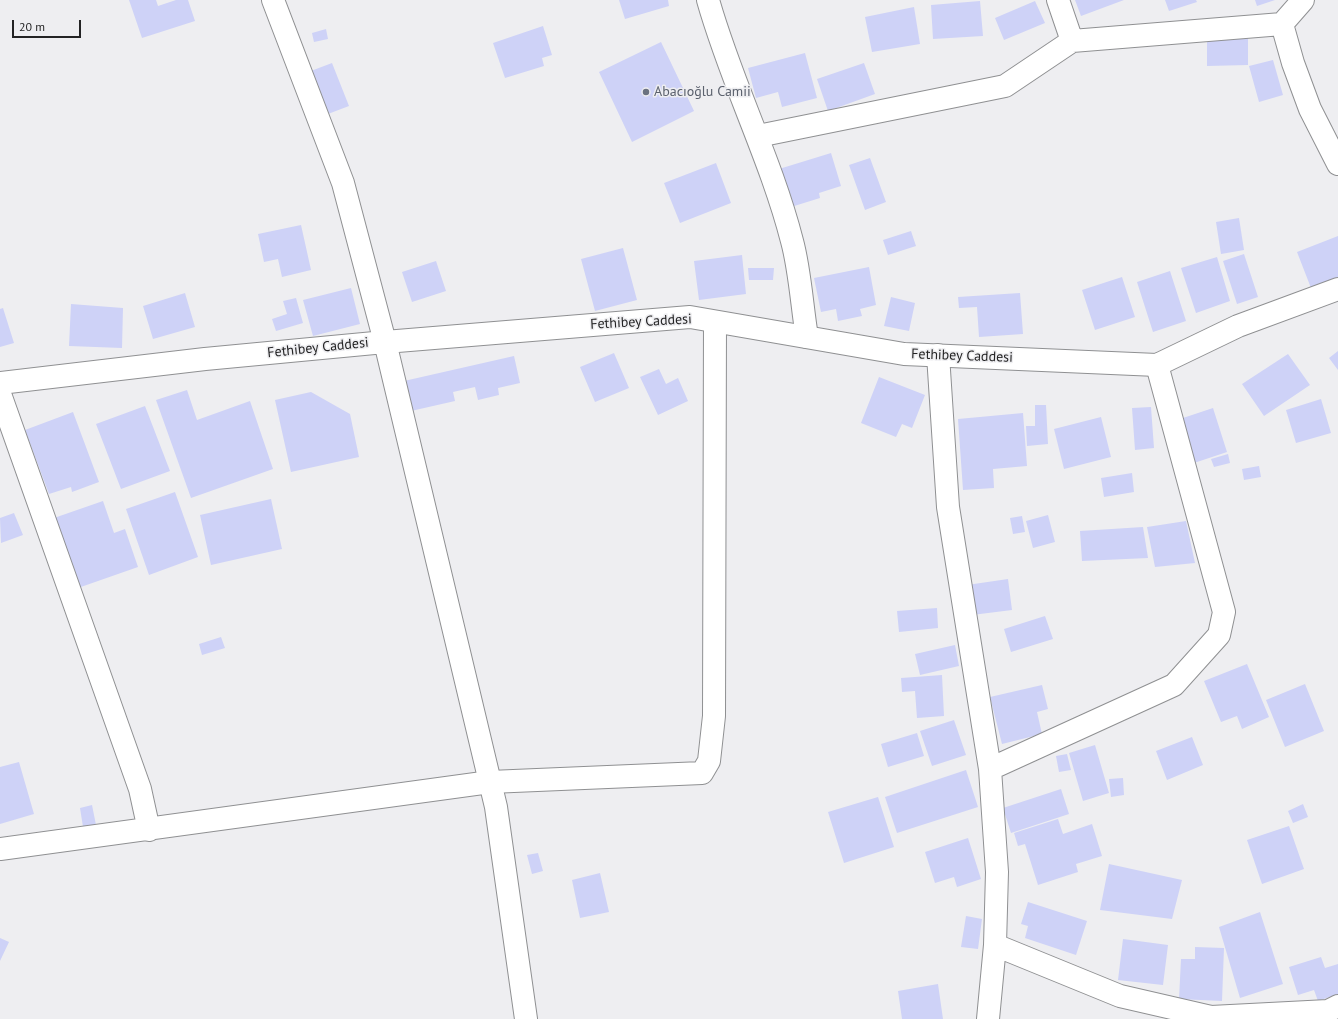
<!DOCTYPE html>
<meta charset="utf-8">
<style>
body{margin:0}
#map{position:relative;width:1338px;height:1019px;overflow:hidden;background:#eeeef1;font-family:"PT Sans",sans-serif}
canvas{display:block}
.scale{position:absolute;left:12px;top:20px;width:69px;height:18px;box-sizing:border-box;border:2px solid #232324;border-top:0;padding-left:5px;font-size:12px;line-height:14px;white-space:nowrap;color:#232324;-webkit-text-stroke:3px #eeeef1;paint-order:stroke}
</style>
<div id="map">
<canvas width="1338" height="1019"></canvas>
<div class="scale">20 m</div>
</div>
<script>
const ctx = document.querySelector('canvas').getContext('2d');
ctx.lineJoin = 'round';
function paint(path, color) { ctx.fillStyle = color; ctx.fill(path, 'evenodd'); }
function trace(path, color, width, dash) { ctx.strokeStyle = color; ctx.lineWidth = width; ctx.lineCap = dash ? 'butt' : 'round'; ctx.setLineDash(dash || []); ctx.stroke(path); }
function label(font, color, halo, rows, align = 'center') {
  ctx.font = font + ' "PT Sans",sans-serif'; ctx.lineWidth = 3; ctx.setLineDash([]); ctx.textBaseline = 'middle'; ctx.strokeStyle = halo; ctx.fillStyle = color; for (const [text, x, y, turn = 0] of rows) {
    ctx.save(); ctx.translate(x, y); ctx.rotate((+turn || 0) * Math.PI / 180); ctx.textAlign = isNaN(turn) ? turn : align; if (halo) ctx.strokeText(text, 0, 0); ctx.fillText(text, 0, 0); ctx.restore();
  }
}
paint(new Path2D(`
 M129,0h27l2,6 18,-6h12l7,21 -53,17z
 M619,0h49l1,6 -44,13z
 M1075,0h49l-43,16z
 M1165,0h31l1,2 -28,9z
 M1255,0h20l-18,6z
 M980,1l3,35 -50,3 -2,-34z
 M1035,1l10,22 -41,17 -9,-22z
 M914,7l6,37 -48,8 -7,-35z
 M543,26l9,29 -10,3 2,8 -39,12 -12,-35z
 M326,29l2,10 -14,3 -2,-9z
 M1207,34h41v31l-41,1z
 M661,42l33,69 -62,31 -33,-70z
 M805,53l12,45 -35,9 -4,-15 -22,6 -8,-30z
 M1273,60l10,35 -24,7 -10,-36z
 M332,63l17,43 -29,11 -17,-43z
 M864,63l11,31 -47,17 -11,-32z
 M831,153l10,33 -22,7 1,5 -29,9 -12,-38z
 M870,158l16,44 -21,8 -16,-45z
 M716,163l15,40 -51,20 -16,-40z
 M1239,218l5,32 -23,4 -5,-32z
 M301,225l10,45 -29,7 -4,-18 -14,3 -6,-28z
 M911,231l5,15 -28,9 -5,-15z
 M1338,236v41l-27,11 -14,-36z
 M623,248l14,52 -42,11 -14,-52z
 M1244,254l14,43 -21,7 -14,-43z
 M742,255l4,39 -47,6 -5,-39z
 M1217,257l13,44 -34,12 -15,-45z
 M436,261l10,30 -34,11 -10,-30z
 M869,267l7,38 -16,4 2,7 -24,5 -2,-12 -15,3 -7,-34z
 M748,268h26l-1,12h-24z
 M1170,271l16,50 -33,11 -16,-50z
 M1122,277l13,40 -40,13 -13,-40z
 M351,288l9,36 -47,12 -10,-36z
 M185,293l10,34 -42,12 -10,-33z
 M1020,293l3,41 -44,3 -2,-30 -18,1 -1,-11z
 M891,297l24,6 -6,28 -25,-5z
 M296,298l7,25 -27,8 -4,-12 15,-5 -4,-13z
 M71,304l52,4 -1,40 -53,-2z
 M3,308l11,35 -14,4v-38z
 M1338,351v19l-9,-12z
 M614,353l15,35 -34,14 -15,-35z
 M1288,354l22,31 -46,31 -22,-32z
 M514,356l6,27 -22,5 1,7 -21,5 -3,-13 -22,5 2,9 -44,10 -7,-30z
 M659,369l7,15 12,-6 10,23 -30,14 -18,-38z
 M879,377l46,18 -13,33 -10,-4 -6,13 -35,-14z
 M187,390l10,30 53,-19 23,68 -82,29 -35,-98z
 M311,392l39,22 9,43 -68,15 -16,-72z
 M1321,399l10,34 -35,10 -10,-33z
 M1035,405h11l2,39 -21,2 -1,-20h9z
 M145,406l25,65 -49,18 -25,-65z
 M1151,407l3,41 -19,2 -3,-42z
 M1213,408l14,44 -33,11 -14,-44z
 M73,412l26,70 -27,10 -1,-5 -22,7 -24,-64z
 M1023,413l4,53 -34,3 1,19 -31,2 -5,-71z
 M1101,417l10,40 -47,12 -10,-40z
 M1228,454l2,9 -16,4 -3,-8z
 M1259,466l2,11 -17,3 -2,-11z
 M1132,473l2,19 -30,5 -3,-19z
 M175,492l23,65 -49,18 -23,-66z
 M271,499l11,50 -71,16 -11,-50z
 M103,501l11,32 11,-4 13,38 -60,21 -24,-70z
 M14,513l9,22 -22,8 -1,-25z
 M1048,515l7,27 -22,6 -7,-27z
 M1022,516l3,16 -12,2 -3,-16z
 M1186,521l9,42 -40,4 -8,-40z
 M1143,527l5,31 -66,3 -2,-30z
 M1008,579l4,31 -40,5 -5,-30z
 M937,608l1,20 -39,4 -2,-21z
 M1045,616l8,23 -42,13 -7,-23z
 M221,637l4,11 -23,7 -3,-11z
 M955,645l4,21 -39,9 -5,-21z
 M1247,664l22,53 -27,12 -5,-13 -16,6 -17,-41z
 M942,675l2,41 -27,2 -2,-27 -13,1 -1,-14z
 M1305,684l19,47 -39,16 -19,-47z
 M1042,685l6,24 -11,3 5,22 -40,10 -12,-47z
 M954,720l12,35 -34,11 -12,-35z
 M917,733l7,23 -36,11 -7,-23z
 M1192,737l11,28 -36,15 -11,-29z
 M1095,745l14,48 -26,8 -14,-48z
 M1067,754l4,16 -12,2 -3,-16z
 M19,762l15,52 -34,10v-57z
 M966,770l12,37 -81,26 -12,-36z
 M1123,778l1,17 -13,2 -2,-18z
 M1061,789l8,25 -58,19 -8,-25z
 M878,797l16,50 -50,16 -16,-51z
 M1303,804l5,13 -15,6 -5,-12z
 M92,805l4,20 -13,2 -3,-19z
 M1058,819l5,15 29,-10 10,32 -26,8 2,8 -40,13 -13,-41 -7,2 -4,-13z
 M1289,826l15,43 -42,15 -15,-44z
 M968,838l13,41 -24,8 -3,-10 -19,6 -10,-31z
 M538,853l5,18 -11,3 -5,-19z
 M1109,864l73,16 -10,39 -72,-9z
 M600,873l9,39 -29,6 -8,-38z
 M1028,902l59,19 -11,34 -51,-17 3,-12 -7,-2z
 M1260,912l23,72 -43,14 -21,-71z
 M966,916l16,3 -4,30 -17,-2z
 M0,938l9,4 -9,19z
 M1123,939l45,6 -5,40 -45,-5z
 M1195,947l29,1 -2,53 -43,-2 2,-40h14z
 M1321,957l4,11 13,-4v30l-20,7 -4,-11 -16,5 -9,-28z
 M938,984l5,35h-41l-4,-28z`), '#ced2f7');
const minor = new Path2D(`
 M273,0l70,183 42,159
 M708,0c23,82 63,159 84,241 8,29 10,66 15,96
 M1058,0l14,41
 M1282,24l21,-24
 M758,136l247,-50 67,-45 210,-17 11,39 17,46 28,55
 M938,355l10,152 42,262 7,103 -2,73 -7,74
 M0,394l140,395 9,41
 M990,769l184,-84 45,-50 5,-23 -67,-247
 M0,849l490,-67 212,-9 7,-12 5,-45 1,-394
 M995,945l125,51 91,21 117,-6 10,-5`);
const tertiary = new Path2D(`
 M385,342l111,465 30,212
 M0,383l205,-24 180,-17 305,-25 214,37 253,11 81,-39 100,-37`);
trace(minor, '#8f9092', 24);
trace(tertiary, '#8f9092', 24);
trace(minor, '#fff', 22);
trace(tertiary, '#fff', 22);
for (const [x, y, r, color] of [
 [646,92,4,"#6b7280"]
]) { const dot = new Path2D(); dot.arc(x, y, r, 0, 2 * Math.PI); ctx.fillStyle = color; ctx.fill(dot); trace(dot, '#eeeef1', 1.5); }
label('14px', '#5b616d', '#eeeef1', [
 ["Abacıoğlu Camii",654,92]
], 'left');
label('14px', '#232324', '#eeeef1', [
 ["Fethibey Caddesi",641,322,-3],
 ["Fethibey Caddesi",318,348,-6],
 ["Fethibey Caddesi",962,356,2]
]);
</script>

..............................

• _WHAT THIS TASK INVOLVES_
Copy whichever lines in the listing above hold "rows".

• _RESPONSE AREA_
function label(font, color, halo, rows, align = 'center') {
  ctx.font = font + ' "PT Sans",sans-serif'; ctx.lineWidth = 3; ctx.setLineDash([]); ctx.textBaseline = 'middle'; ctx.strokeStyle = halo; ctx.fillStyle = color; for (const [text, x, y, turn = 0] of rows) {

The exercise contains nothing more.